(GOAL OF THE EXERCISE):
Count how many lines in this material contain "inset". The answer is that number alone.

(DATASET RECORDS):
•••
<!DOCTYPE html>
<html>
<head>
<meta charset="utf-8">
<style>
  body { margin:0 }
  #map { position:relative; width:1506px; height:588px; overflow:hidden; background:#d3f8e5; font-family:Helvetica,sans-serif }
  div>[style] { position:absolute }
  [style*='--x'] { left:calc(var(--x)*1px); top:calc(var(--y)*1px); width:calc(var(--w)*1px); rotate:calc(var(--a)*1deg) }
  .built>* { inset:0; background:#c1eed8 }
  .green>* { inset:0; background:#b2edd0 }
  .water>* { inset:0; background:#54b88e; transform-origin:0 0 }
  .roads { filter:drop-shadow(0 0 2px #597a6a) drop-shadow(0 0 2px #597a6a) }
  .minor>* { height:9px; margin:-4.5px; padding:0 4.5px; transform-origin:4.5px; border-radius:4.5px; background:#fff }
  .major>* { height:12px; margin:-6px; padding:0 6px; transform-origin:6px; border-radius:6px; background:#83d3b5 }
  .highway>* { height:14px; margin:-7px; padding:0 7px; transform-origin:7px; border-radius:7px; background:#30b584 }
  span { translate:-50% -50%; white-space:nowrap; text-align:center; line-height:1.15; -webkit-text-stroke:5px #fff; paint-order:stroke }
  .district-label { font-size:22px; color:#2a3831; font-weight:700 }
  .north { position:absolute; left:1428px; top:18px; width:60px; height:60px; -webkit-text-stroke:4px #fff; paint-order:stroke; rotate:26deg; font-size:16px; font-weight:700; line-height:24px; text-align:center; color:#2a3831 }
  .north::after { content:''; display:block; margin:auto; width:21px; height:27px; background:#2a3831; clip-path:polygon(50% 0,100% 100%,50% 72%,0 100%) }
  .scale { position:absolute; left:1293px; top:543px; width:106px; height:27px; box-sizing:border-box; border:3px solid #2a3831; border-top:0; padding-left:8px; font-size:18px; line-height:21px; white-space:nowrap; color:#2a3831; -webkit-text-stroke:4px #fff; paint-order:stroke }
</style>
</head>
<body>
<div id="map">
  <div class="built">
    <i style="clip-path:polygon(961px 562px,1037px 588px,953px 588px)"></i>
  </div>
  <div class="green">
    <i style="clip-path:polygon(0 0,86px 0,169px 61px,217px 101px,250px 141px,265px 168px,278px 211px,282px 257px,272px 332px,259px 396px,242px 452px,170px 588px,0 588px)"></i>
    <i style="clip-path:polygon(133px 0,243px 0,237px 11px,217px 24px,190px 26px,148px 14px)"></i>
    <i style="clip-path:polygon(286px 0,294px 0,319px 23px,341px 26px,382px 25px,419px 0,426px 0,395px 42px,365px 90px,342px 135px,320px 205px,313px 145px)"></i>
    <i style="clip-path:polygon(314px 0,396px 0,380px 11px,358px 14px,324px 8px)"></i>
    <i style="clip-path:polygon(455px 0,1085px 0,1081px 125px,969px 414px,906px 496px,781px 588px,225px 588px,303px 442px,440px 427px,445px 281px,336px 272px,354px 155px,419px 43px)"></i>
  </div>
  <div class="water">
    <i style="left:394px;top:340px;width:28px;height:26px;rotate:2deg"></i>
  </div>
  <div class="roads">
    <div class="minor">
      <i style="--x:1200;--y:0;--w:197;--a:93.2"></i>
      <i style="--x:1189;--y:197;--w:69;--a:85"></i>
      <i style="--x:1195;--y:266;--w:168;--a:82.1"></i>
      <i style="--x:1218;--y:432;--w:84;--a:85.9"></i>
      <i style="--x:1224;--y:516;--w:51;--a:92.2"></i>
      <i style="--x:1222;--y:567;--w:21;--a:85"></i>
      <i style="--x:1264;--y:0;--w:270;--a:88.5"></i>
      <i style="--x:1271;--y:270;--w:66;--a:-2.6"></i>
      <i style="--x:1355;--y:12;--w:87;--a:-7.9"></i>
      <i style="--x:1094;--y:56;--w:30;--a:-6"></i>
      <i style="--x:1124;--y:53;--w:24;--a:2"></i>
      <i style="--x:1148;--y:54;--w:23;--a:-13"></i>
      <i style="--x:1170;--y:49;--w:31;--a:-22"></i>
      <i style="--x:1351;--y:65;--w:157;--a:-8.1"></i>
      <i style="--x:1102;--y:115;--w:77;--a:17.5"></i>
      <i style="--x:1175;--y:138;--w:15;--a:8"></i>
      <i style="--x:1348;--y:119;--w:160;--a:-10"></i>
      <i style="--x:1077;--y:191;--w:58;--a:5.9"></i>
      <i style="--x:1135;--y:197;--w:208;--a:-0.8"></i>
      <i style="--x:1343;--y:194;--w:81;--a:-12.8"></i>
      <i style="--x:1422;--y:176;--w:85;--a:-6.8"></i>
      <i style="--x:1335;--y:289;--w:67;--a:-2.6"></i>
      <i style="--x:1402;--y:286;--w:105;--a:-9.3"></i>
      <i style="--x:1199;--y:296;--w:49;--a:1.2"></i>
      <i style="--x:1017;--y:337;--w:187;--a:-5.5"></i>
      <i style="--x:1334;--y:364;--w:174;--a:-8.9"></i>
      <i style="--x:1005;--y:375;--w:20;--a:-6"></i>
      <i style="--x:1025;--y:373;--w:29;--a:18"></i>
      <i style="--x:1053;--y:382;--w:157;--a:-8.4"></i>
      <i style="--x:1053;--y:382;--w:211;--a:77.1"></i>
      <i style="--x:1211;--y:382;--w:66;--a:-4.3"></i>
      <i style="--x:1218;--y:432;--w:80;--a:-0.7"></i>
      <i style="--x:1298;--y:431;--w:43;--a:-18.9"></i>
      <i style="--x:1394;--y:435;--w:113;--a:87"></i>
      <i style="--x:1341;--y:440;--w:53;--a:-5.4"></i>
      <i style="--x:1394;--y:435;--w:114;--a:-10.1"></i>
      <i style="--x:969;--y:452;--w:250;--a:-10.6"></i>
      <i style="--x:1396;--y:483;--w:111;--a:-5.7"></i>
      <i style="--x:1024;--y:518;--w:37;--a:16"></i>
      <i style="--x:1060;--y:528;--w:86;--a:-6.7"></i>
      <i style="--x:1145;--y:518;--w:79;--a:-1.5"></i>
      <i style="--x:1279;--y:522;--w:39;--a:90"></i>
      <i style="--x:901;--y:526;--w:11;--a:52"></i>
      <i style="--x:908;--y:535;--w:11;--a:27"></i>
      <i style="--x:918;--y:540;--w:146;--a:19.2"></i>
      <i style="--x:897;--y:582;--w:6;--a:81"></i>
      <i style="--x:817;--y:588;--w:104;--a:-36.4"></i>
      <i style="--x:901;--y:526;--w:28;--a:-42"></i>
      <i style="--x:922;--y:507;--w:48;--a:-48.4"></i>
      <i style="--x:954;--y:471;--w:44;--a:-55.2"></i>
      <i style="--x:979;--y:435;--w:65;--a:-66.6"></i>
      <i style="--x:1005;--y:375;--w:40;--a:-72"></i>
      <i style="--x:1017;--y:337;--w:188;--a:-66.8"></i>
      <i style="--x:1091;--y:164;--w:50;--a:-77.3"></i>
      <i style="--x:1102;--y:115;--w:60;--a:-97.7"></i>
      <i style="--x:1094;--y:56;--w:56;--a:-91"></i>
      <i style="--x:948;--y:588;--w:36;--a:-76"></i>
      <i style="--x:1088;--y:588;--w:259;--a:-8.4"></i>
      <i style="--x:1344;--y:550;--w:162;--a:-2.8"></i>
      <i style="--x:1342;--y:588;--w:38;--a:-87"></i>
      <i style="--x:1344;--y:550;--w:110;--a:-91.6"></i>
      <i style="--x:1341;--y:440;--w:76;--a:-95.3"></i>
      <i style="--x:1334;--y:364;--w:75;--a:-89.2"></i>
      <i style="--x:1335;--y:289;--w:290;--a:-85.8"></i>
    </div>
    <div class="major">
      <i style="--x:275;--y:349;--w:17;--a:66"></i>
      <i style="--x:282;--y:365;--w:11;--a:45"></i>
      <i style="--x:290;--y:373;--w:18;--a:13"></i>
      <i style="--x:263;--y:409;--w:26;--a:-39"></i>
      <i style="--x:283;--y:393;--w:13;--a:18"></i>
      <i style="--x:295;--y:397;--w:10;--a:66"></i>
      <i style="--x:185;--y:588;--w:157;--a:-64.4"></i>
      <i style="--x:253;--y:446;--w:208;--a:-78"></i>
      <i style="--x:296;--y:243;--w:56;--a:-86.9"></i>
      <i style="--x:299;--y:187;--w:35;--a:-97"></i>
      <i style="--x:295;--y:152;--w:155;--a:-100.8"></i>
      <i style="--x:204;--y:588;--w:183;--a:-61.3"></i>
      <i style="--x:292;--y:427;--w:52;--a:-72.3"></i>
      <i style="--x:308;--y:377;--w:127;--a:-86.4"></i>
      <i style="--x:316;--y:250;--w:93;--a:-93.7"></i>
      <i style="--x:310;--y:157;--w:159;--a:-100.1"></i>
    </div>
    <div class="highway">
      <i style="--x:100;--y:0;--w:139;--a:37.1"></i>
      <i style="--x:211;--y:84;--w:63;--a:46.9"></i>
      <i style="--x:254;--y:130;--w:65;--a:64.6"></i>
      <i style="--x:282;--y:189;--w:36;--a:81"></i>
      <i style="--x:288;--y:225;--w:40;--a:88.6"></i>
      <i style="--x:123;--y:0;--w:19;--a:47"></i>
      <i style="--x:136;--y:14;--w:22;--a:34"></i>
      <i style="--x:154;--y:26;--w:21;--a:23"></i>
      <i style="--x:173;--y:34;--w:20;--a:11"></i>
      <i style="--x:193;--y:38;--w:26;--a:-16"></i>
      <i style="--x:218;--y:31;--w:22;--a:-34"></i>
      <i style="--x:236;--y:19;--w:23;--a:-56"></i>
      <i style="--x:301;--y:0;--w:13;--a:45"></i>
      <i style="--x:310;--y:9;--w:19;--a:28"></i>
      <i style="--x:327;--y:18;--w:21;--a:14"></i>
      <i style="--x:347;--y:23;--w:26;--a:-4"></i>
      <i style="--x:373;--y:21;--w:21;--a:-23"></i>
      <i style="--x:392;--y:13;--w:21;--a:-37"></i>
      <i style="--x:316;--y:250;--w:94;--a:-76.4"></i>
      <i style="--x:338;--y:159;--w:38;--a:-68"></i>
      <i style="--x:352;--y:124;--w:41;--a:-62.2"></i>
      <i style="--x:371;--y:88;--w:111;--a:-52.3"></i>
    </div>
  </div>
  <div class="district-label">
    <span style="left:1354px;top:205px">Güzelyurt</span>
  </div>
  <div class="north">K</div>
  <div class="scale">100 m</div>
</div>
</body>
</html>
•••
(EXERCISE SOLUTION):
3